De acordo com o pesquisador, já existem na região núcleos de
desertificação – áreas com alto grau de degradação ambiental onde o solo
está exposto e exibe alto grau de erosão, há pouca diversidade
biológica e pouca cobertura vegetal.
“O polígono de maior risco de desertificação no Brasil está no
Nordeste. Por já ser naturalmente uma região semiárida, a Caatinga é o
bioma mais ameaçado pelas mudanças climáticas. À medida que o planeta
esquenta, o déficit hídrico, que já é grande, tende a crescer”, alertou.
Ainda durante o quinto encontro do Ciclo de Conferências 2013 do
BIOTA Educação, Luciano Paganucci, do departamento de Ciências
Biológicas da Universidade Estadual de Feira de Santana (DCBio/UEFS),
apresentou um panorama sobre a flora da Caatinga, falando sobre sua
origem, evolução e as respostas adaptativas desenvolvidas para lidar com
a falta d’água.
Organizado pelo Programa BIOTA-FAPESP, o Ciclo de Conferências 2013
tem o objetivo de contribuir para o aperfeiçoamento do ensino de
ciência. O próximo encontro será em 22 de agosto, quando estará em pauta
o “Bioma Amazônia”.
Em 24 de outubro, o tema será “Ambientes Marinhos e Costeiros”.

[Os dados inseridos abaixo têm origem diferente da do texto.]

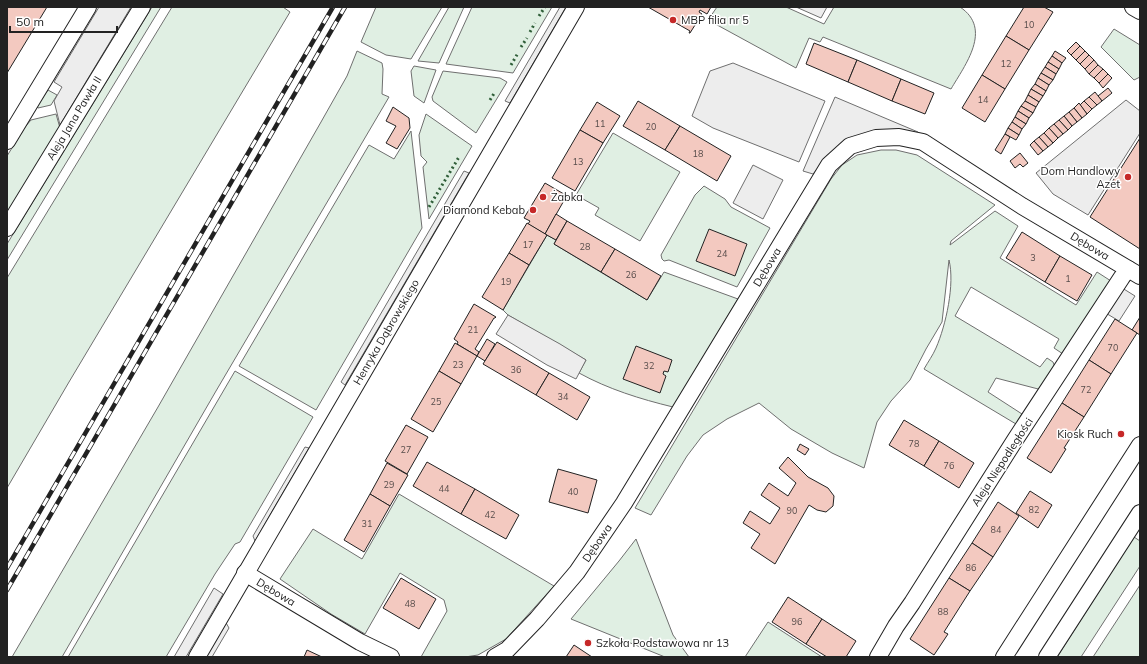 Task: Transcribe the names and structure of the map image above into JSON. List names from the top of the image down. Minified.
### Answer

Finalizando o ciclo, em 21 de novembro, o tema será “Biodiversidade em
Ambientes Antrópicos – Urbanos e Rurais”.
Comentário do Blog
Esperamos que este importante evento realizado com o apoio da FAPESP sirva como lição para os
governantes dos estados do Nordeste do Brasil (NEB). Pouco tem sido feito em nossa região, e
com certeza a falta de políticas públicas de responsabilidade dos gestores públicos responsáveis
pela região é o maior entrave para o problema. Afora poucas iniciativas, em geral as fundações
de pesquisas regionais dão pouca importância a um tema que deveria ser uma das maiores
preocupações das grandes instituições públicas que atuam no NEB. Comparado também a outras
iniciativas, as ações do Governo Federal são mínimas, minimorum. No NEB já deveria existir Institutos de Pesquisa com foco nos grandes problemas envolvendo o Semiárido e as Zonas Costeiras. Tivemos um pouco de esperança como o surgimento do INSA, mas ainda falta muito para este instituto mostrar, de fato, para que veio.